80 new genes linked to schizophrenia
A huge international study has uncovered the strongest evidence yet for a genetic link to schizophrenia. By comparing the DNA of over 37,000 individuals diagnosed with the condition and 113,000 unaffected individuals, 108 new genetic regions have been spotlighted as playing a role in the disorder, which affects about 1 person in a hundred worldwide.
The study, published in Nature this week, is the work of a large collaborative group of scientists known collectively as the Psychiatric Genomics Consortium and based at institutions around the world. The new findings highlight important new avenues for exploring and furthering our understanding of schizophrenia.
Genes linked to the nerve transmitter chemical dopamine, which is targeted by existing anti-psychotic medications and has been implicated previously in the condition, were strongly represented.
However, more than 80 genetic regions previously not known to play a role in schizophrenia were also uncovered. These include gene sequences encoding receptors for another nerve chemical called glutamate as well as genes that control the formation of channels that govern the ingress of calcium, which can excite and also alter the connections between nerve cells.

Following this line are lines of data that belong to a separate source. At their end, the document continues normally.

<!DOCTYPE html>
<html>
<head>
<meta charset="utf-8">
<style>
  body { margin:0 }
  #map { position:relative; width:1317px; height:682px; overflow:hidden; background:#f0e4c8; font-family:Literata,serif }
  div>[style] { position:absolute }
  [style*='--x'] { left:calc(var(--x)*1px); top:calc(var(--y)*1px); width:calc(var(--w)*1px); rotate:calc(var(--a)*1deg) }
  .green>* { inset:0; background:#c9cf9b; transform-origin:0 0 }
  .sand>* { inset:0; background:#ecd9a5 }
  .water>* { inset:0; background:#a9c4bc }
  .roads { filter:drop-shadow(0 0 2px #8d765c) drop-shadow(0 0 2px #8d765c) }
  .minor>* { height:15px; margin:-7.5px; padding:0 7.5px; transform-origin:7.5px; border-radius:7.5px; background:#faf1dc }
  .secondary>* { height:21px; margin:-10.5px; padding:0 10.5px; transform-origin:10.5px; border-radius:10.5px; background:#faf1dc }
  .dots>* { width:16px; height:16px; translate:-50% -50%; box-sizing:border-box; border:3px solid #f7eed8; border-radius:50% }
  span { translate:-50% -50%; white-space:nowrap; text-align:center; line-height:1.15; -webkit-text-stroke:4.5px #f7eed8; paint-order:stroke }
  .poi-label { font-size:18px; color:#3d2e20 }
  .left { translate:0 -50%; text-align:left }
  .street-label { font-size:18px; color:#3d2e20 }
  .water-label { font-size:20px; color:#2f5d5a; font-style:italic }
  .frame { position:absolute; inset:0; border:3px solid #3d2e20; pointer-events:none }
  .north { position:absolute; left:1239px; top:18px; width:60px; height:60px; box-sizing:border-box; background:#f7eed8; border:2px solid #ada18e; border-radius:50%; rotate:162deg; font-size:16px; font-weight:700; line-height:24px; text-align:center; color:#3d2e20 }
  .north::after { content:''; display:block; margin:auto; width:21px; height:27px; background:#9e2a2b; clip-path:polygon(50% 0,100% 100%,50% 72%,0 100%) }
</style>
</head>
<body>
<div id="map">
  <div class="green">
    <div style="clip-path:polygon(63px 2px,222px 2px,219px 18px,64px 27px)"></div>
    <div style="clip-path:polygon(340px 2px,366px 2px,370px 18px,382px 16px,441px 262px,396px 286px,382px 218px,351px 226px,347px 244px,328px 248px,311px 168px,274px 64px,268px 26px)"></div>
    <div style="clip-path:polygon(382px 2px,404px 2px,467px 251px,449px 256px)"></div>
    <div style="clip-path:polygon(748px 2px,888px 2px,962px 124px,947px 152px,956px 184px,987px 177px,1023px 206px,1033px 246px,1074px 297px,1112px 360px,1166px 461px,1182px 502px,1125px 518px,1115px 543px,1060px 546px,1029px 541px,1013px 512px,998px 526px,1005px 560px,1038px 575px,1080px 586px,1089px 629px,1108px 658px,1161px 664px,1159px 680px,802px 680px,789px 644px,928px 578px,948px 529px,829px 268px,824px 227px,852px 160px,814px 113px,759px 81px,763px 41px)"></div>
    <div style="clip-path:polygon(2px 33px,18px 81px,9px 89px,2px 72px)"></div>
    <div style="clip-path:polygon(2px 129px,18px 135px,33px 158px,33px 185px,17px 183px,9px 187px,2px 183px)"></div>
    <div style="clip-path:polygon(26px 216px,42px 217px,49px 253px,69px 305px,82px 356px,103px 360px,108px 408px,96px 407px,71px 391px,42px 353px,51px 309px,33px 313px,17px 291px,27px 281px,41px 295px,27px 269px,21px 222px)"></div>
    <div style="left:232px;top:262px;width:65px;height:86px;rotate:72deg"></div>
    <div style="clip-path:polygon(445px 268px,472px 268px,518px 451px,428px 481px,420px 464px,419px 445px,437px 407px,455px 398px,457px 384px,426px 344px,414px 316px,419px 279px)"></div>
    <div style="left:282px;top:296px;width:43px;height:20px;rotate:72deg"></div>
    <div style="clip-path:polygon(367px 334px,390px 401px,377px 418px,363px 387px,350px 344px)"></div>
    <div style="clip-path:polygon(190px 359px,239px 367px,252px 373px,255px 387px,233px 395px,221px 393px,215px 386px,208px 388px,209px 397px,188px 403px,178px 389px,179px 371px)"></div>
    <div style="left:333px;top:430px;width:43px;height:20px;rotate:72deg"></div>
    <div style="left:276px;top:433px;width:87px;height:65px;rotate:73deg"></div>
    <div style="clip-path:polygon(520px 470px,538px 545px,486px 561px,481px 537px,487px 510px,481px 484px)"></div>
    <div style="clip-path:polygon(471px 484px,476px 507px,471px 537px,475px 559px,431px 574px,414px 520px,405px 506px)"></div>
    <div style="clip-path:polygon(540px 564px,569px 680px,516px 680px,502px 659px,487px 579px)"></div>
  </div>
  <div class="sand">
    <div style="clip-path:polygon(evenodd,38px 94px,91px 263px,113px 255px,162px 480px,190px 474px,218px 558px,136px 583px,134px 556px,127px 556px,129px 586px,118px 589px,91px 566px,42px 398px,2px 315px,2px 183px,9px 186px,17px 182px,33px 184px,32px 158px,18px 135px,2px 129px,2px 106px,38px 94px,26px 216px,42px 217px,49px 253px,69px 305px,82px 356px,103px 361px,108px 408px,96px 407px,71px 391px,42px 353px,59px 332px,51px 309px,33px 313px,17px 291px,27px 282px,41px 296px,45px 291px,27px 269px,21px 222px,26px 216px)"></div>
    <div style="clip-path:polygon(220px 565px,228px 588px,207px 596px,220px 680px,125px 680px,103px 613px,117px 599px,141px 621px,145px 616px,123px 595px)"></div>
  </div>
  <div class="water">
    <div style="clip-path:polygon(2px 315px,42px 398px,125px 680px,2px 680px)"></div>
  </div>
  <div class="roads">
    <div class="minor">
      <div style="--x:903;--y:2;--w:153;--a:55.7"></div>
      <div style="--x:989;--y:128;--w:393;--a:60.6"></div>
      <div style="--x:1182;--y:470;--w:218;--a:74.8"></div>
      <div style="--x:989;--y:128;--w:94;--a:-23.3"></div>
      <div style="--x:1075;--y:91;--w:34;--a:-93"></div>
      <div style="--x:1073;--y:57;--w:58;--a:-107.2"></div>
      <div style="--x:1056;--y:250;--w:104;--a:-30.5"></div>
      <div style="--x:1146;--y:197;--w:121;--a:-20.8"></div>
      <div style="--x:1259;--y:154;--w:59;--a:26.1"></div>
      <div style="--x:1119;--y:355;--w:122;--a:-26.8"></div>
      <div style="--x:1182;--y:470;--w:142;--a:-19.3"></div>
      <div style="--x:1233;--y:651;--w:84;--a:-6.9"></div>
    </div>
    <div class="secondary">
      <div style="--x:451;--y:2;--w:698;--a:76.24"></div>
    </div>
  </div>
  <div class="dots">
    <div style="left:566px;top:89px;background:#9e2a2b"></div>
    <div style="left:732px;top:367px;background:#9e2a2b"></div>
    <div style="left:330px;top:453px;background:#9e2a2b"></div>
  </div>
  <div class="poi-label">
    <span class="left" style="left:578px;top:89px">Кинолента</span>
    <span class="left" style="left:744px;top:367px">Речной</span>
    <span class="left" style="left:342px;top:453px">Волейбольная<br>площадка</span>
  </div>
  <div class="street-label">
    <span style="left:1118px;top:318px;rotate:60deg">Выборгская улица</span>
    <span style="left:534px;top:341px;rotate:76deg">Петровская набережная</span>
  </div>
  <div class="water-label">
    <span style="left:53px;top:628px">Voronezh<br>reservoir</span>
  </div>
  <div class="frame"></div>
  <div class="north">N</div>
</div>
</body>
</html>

Another exciting finding is a strong association with regions of the DNA concerned with the workings of the immune system. A number of studies in the past have hinted at a relationship between a malfunctioning immune system and schizophrenia but how the two are connected was never clear. This new finding will enable scientists to begin to explore this in more detail.
Overall, this new study lends powerful credibility to the claim that schizophrenia is a biological, organic disease, rather than purely a product of growing up in or exposure to a particular environment, as claimed by some.
It will also highlight new therapeutic targets to complement the now 60-year-old treatment approaches that are the mainstay of regular therapy.
However, realising the potential of these findings, and perhaps even using them as part of a screening test for schizophrenia or to identify individuals at risk of the disease, is still a long way off.
The difference is that now researchers have turned over a great many stones, and discovered many potential gems, in one fell swoop.